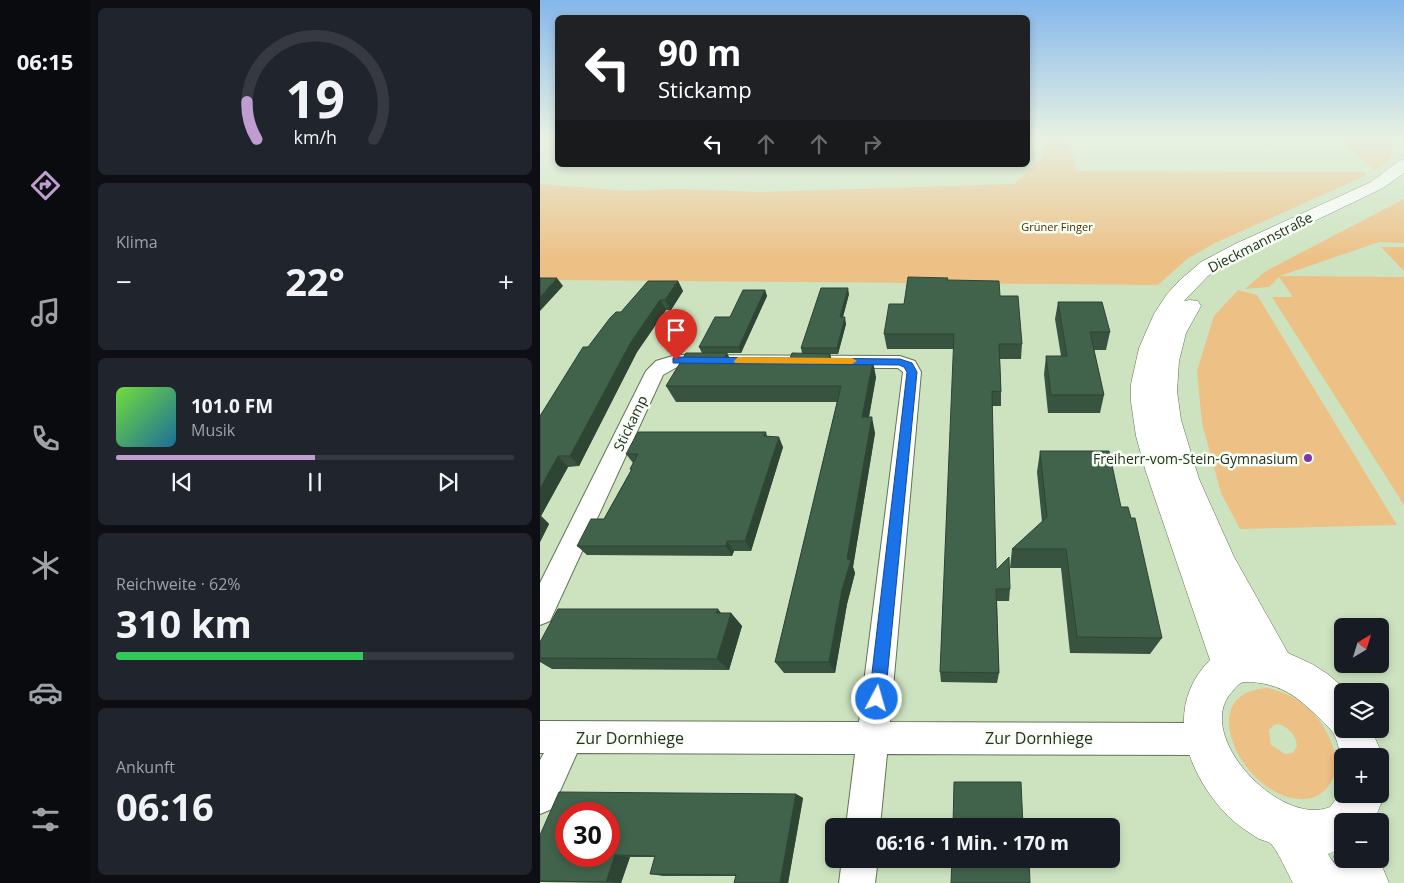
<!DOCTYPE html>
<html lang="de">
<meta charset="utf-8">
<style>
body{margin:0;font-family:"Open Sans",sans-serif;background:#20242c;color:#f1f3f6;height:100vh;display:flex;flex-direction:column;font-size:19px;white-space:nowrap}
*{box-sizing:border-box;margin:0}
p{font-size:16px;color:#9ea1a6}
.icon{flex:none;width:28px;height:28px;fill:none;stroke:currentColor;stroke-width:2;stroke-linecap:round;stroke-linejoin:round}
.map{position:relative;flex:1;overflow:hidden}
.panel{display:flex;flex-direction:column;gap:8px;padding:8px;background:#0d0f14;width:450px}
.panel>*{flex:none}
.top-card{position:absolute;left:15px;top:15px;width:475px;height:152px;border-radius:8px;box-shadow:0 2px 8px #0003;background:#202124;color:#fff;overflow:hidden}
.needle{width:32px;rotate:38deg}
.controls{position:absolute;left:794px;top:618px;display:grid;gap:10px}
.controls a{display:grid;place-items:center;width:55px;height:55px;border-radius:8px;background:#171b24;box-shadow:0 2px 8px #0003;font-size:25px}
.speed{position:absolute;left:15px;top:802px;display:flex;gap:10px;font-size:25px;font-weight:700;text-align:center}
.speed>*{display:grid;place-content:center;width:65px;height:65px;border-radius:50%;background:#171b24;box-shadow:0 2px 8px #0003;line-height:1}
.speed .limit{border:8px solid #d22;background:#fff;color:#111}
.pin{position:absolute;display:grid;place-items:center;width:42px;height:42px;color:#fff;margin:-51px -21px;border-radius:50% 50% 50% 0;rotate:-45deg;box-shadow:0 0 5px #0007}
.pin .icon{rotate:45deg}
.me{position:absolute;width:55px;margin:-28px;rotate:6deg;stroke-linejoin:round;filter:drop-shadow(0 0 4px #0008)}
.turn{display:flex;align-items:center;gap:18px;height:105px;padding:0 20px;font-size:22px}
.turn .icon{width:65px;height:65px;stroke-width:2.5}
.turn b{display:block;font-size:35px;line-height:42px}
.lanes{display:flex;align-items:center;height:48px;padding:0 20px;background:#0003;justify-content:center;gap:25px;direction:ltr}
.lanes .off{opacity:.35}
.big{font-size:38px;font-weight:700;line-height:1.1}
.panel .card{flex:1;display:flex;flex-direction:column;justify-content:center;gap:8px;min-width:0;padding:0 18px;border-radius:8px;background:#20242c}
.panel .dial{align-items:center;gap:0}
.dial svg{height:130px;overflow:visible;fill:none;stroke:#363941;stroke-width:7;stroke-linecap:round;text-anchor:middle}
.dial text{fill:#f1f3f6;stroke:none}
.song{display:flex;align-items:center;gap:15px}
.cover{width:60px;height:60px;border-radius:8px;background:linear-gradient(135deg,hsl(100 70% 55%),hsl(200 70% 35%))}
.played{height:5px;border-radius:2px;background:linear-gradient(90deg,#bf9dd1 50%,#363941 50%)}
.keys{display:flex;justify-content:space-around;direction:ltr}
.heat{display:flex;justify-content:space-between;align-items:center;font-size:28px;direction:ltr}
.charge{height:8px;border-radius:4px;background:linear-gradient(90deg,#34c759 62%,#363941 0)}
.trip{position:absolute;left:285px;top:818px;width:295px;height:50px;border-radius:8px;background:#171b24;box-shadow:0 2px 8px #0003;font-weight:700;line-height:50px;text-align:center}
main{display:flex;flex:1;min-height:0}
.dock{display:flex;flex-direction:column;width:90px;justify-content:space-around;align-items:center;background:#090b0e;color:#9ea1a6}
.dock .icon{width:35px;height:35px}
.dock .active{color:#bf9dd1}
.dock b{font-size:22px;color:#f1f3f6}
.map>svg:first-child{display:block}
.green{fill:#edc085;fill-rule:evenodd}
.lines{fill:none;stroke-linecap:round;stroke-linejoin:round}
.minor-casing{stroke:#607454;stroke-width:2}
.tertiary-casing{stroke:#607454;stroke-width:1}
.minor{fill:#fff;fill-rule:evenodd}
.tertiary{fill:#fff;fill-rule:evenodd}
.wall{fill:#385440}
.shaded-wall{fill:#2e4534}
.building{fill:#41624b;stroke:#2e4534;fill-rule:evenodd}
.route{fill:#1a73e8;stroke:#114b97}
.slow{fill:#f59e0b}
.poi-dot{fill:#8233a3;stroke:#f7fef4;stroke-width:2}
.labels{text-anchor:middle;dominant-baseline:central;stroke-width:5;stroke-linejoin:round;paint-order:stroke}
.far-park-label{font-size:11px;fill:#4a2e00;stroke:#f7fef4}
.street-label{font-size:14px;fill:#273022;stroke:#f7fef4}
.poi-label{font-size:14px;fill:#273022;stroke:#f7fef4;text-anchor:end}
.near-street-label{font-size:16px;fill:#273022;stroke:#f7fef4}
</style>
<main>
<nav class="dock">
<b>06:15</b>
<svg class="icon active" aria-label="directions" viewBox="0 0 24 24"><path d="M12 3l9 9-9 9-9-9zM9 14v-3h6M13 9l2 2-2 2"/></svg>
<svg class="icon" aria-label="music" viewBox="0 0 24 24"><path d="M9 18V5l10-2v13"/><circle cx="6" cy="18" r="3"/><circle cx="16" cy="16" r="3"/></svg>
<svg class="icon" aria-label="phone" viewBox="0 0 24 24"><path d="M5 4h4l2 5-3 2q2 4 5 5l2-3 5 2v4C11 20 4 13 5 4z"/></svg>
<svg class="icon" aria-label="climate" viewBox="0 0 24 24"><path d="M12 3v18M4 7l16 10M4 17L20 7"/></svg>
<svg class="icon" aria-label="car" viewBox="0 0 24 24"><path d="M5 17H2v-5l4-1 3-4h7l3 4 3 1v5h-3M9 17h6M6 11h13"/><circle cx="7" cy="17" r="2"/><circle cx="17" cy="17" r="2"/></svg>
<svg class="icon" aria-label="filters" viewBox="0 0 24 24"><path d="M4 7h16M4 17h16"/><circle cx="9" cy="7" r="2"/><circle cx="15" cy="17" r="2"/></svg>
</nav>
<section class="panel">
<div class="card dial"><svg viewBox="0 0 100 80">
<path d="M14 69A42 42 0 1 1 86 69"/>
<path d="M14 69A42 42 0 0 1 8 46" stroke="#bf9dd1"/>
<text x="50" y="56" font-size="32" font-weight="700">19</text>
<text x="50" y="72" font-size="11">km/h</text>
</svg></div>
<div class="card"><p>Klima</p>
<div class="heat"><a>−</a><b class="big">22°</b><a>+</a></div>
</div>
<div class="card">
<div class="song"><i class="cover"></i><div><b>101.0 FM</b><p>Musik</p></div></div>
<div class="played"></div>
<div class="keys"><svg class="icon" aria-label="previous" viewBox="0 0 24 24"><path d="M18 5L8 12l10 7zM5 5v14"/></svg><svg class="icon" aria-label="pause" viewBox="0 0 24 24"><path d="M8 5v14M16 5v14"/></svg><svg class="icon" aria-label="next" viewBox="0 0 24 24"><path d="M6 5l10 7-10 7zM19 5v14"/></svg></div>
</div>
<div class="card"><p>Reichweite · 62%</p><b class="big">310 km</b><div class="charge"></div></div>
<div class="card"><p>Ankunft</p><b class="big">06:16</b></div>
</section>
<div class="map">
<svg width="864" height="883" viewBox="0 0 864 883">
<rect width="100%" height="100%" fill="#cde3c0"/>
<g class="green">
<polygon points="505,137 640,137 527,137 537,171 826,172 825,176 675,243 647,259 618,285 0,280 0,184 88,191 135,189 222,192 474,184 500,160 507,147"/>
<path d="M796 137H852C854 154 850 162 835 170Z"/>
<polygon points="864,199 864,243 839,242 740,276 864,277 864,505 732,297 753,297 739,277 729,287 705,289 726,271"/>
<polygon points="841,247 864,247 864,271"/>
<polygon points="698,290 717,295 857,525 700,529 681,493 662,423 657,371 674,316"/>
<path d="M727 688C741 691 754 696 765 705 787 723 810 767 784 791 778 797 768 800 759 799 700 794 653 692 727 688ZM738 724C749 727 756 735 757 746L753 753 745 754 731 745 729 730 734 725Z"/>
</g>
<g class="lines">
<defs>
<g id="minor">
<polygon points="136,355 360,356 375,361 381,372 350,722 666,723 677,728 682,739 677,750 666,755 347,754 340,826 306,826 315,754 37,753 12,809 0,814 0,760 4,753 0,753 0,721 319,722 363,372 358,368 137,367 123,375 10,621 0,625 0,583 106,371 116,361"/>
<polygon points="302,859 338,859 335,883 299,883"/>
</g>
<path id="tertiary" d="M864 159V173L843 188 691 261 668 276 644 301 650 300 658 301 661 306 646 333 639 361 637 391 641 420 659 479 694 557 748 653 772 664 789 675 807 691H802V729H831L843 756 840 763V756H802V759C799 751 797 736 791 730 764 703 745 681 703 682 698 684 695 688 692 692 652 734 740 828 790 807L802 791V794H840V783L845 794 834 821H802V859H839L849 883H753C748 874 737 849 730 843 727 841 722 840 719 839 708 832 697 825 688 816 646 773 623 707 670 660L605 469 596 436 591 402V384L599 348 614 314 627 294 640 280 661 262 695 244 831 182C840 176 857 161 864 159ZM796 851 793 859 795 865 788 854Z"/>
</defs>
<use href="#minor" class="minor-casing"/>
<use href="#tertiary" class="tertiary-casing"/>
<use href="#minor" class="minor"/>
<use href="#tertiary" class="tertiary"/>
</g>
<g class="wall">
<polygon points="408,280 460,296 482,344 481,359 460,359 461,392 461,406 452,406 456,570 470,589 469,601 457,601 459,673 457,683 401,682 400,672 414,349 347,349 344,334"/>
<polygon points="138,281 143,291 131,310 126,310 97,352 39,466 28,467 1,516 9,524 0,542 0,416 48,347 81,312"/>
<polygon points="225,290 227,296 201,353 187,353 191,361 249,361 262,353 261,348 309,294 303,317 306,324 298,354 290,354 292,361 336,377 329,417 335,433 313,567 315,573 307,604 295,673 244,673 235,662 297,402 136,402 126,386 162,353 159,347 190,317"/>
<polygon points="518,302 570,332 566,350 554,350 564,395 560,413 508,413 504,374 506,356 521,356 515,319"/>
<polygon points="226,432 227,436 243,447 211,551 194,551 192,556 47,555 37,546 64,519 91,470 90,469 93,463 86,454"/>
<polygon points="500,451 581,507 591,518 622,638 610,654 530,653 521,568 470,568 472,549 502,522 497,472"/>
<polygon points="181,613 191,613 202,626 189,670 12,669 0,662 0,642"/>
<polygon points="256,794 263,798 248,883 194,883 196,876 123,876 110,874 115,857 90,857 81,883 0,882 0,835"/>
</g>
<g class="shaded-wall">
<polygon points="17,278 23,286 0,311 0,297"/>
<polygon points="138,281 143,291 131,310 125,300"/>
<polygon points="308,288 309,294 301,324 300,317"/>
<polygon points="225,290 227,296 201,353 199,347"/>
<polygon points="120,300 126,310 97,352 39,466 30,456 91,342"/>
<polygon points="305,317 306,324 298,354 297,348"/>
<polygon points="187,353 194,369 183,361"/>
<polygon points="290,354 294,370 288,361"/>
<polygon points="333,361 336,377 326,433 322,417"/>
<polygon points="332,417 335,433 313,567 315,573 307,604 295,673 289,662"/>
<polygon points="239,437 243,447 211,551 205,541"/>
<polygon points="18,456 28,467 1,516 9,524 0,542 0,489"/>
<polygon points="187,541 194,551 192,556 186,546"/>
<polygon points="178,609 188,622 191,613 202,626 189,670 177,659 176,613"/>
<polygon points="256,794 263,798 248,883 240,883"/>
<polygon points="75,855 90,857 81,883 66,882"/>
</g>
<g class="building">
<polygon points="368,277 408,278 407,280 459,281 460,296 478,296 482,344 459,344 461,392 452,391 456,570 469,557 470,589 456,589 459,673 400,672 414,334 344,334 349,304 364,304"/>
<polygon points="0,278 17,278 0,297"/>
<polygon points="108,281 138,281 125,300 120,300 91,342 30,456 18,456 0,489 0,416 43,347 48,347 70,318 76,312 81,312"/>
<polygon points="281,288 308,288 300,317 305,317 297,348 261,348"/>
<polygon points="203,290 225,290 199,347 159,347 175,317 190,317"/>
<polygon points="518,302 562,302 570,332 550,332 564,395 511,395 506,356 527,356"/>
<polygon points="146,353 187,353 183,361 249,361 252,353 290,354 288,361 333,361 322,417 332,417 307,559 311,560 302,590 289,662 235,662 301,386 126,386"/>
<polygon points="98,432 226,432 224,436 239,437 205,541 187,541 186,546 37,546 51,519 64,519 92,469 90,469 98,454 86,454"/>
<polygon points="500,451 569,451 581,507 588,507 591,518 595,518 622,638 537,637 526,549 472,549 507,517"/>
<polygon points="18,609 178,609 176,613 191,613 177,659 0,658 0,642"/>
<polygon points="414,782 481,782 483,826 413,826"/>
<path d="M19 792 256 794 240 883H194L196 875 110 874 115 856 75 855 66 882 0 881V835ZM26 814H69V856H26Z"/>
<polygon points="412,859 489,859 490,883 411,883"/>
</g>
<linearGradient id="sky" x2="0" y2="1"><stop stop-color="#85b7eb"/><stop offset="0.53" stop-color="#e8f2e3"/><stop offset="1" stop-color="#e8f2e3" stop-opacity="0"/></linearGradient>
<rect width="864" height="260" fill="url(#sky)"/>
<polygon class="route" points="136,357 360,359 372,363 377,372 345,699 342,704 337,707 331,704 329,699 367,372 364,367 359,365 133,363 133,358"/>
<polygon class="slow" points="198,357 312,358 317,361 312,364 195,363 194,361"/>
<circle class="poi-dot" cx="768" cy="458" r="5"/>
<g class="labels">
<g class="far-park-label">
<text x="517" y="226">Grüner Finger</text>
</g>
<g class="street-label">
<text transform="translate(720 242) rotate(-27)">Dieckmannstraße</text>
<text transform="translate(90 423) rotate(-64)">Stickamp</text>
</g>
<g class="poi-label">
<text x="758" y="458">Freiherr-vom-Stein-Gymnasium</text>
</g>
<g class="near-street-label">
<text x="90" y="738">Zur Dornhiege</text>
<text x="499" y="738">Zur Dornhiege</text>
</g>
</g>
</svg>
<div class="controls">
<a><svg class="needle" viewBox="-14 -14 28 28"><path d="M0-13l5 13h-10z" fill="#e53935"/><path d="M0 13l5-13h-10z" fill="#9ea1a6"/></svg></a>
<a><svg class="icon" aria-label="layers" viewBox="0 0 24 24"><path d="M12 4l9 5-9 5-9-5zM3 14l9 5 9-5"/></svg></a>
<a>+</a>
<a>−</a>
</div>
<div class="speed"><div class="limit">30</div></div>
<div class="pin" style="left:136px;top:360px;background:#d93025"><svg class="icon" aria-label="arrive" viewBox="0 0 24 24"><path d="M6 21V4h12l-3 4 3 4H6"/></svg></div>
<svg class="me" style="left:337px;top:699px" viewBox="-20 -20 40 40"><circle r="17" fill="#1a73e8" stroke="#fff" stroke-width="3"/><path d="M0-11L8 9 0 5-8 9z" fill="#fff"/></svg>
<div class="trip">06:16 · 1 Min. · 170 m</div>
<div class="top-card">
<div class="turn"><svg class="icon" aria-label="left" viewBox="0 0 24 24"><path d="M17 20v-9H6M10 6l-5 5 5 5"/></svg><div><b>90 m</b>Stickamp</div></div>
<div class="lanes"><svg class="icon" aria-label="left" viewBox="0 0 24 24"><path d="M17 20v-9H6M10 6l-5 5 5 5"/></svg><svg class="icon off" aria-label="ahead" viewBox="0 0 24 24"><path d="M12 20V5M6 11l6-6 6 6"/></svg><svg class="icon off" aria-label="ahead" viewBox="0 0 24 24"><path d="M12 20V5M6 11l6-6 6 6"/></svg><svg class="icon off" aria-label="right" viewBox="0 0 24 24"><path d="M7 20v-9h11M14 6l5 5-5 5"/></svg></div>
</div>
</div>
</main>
□ □ □ □
● Exercise: Working from the entries above, find every line in which the word "casing" occurs and copy it.

● Solved problem:
.minor-casing{stroke:#607454;stroke-width:2}
.tertiary-casing{stroke:#607454;stroke-width:1}
<use href="#minor" class="minor-casing"/>
<use href="#tertiary" class="tertiary-casing"/>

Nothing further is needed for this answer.